• _BRIEF_: Go through the lines below. Copy those with "white".

RECORDS TO PROCESS: Begin

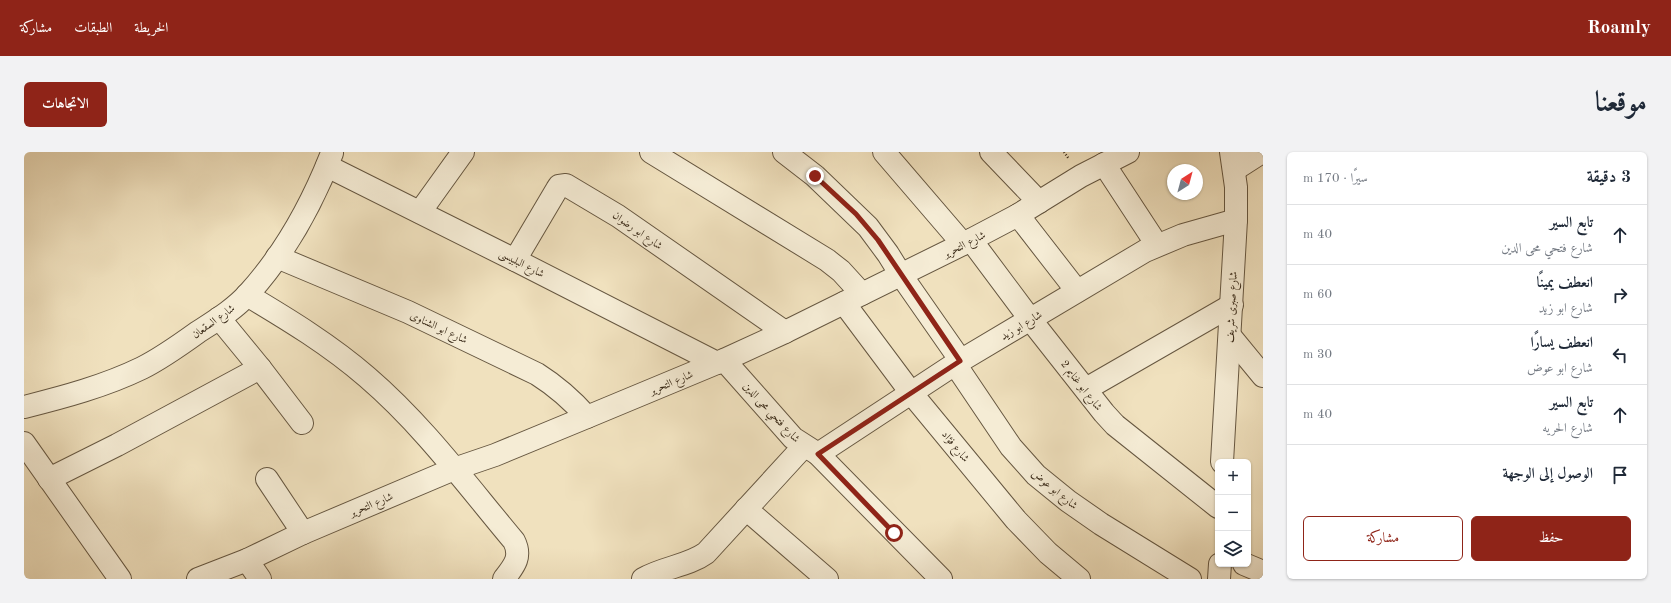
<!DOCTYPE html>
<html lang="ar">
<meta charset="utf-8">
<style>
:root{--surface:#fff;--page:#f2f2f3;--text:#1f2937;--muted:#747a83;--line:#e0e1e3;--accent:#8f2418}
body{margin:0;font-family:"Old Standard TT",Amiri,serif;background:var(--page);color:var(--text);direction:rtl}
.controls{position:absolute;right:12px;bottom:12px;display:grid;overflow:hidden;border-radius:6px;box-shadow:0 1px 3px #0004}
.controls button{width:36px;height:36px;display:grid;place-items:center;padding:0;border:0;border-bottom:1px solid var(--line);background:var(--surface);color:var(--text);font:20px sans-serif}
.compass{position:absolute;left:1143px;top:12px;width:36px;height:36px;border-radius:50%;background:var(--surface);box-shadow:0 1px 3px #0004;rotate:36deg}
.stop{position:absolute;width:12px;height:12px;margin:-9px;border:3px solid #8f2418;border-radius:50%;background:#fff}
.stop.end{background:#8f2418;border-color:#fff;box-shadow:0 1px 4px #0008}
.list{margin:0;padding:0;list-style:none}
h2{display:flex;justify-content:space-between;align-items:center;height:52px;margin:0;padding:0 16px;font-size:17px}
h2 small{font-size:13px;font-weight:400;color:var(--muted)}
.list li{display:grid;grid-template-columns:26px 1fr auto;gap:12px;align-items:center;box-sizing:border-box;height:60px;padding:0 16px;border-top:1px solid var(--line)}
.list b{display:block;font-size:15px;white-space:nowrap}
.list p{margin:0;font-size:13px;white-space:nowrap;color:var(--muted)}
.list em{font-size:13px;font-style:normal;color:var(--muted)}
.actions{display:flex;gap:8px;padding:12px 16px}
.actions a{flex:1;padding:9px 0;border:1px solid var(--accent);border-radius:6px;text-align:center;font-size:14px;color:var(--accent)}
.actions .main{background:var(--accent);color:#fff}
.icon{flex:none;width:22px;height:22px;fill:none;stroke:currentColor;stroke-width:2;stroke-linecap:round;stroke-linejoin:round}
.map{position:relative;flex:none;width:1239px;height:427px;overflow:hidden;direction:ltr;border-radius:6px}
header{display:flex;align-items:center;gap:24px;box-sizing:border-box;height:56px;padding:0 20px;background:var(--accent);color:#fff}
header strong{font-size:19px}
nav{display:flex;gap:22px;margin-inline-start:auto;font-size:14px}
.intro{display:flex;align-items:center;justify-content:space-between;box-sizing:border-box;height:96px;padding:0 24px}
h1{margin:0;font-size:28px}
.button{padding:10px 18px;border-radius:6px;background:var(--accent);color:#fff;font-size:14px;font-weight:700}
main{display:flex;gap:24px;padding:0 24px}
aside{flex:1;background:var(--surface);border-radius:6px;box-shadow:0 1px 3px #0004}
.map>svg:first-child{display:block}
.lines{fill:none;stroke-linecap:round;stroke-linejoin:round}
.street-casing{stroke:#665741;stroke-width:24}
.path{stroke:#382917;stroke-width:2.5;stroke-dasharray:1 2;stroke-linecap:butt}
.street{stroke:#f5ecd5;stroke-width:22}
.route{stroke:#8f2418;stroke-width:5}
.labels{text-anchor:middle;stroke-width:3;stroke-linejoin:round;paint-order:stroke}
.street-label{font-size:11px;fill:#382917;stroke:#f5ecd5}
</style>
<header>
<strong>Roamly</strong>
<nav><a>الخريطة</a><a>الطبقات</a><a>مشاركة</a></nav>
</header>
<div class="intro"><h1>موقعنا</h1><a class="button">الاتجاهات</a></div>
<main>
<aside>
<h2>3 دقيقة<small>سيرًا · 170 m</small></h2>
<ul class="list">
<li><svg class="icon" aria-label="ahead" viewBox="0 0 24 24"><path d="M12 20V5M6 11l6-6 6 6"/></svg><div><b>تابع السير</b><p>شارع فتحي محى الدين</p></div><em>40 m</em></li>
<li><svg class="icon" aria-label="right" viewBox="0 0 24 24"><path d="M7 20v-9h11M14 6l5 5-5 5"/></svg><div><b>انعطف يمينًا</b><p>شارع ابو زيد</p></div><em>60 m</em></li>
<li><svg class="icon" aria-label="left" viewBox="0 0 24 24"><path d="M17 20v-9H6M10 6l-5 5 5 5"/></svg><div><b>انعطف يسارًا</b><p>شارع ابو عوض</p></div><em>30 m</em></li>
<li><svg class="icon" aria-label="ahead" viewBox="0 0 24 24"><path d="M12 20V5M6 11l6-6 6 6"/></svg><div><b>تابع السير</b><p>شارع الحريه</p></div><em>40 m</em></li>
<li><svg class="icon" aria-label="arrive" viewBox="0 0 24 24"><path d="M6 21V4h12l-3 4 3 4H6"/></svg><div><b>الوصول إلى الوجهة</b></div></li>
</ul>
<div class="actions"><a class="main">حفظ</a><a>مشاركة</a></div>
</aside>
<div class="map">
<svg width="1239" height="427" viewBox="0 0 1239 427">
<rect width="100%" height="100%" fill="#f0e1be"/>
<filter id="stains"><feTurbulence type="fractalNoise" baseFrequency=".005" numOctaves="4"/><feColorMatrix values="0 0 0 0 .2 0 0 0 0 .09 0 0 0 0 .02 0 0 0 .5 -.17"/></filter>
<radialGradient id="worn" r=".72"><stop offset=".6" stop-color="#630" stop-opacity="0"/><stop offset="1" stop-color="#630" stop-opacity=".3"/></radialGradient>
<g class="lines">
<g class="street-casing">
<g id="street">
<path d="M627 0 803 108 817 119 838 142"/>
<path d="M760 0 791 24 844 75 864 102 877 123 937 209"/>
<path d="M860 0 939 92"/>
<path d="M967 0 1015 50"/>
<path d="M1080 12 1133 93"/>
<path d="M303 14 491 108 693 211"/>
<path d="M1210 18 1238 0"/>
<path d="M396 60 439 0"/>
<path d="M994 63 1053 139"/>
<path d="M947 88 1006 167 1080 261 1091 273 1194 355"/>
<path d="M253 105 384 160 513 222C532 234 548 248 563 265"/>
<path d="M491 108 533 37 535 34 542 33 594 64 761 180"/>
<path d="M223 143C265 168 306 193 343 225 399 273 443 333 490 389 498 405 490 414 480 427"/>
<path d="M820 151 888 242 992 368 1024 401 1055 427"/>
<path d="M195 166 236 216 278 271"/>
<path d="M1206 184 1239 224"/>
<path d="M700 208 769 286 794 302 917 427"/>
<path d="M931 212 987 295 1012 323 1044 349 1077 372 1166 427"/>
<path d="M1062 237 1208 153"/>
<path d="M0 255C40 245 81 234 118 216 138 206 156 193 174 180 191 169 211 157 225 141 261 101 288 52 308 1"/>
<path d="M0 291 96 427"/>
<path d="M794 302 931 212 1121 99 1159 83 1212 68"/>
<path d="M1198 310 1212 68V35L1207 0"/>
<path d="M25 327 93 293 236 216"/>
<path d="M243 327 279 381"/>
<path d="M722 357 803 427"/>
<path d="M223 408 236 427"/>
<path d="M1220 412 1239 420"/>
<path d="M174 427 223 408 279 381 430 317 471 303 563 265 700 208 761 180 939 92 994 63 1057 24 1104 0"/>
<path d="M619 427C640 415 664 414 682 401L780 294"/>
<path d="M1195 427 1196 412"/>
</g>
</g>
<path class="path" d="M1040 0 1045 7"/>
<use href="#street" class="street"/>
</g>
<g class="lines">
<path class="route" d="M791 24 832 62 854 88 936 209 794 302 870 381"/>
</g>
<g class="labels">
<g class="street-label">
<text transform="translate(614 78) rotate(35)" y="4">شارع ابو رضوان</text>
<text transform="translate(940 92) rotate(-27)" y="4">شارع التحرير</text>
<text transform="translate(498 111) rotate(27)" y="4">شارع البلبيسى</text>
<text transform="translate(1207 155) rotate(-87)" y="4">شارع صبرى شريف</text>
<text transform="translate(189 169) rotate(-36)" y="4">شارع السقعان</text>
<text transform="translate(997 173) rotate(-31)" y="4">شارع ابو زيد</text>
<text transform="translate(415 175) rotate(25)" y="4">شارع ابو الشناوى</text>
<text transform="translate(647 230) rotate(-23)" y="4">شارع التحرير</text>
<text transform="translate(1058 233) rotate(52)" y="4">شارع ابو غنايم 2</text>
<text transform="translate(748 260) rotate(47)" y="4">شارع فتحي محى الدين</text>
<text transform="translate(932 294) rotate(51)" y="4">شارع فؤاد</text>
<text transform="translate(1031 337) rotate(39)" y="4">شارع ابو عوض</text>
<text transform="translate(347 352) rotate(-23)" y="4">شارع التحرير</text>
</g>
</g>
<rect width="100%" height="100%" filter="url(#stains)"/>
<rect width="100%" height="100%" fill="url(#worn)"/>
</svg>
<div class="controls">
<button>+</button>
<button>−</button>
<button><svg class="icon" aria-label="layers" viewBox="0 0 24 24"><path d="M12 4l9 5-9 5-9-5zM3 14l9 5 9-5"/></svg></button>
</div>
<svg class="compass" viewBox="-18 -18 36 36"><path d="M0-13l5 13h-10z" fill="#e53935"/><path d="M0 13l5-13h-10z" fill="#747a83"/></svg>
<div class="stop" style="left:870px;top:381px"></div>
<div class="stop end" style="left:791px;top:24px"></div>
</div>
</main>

RECORDS TO PROCESS: End

• _REPLY_:
.list b{display:block;font-size:15px;white-space:nowrap}
.list p{margin:0;font-size:13px;white-space:nowrap;color:var(--muted)}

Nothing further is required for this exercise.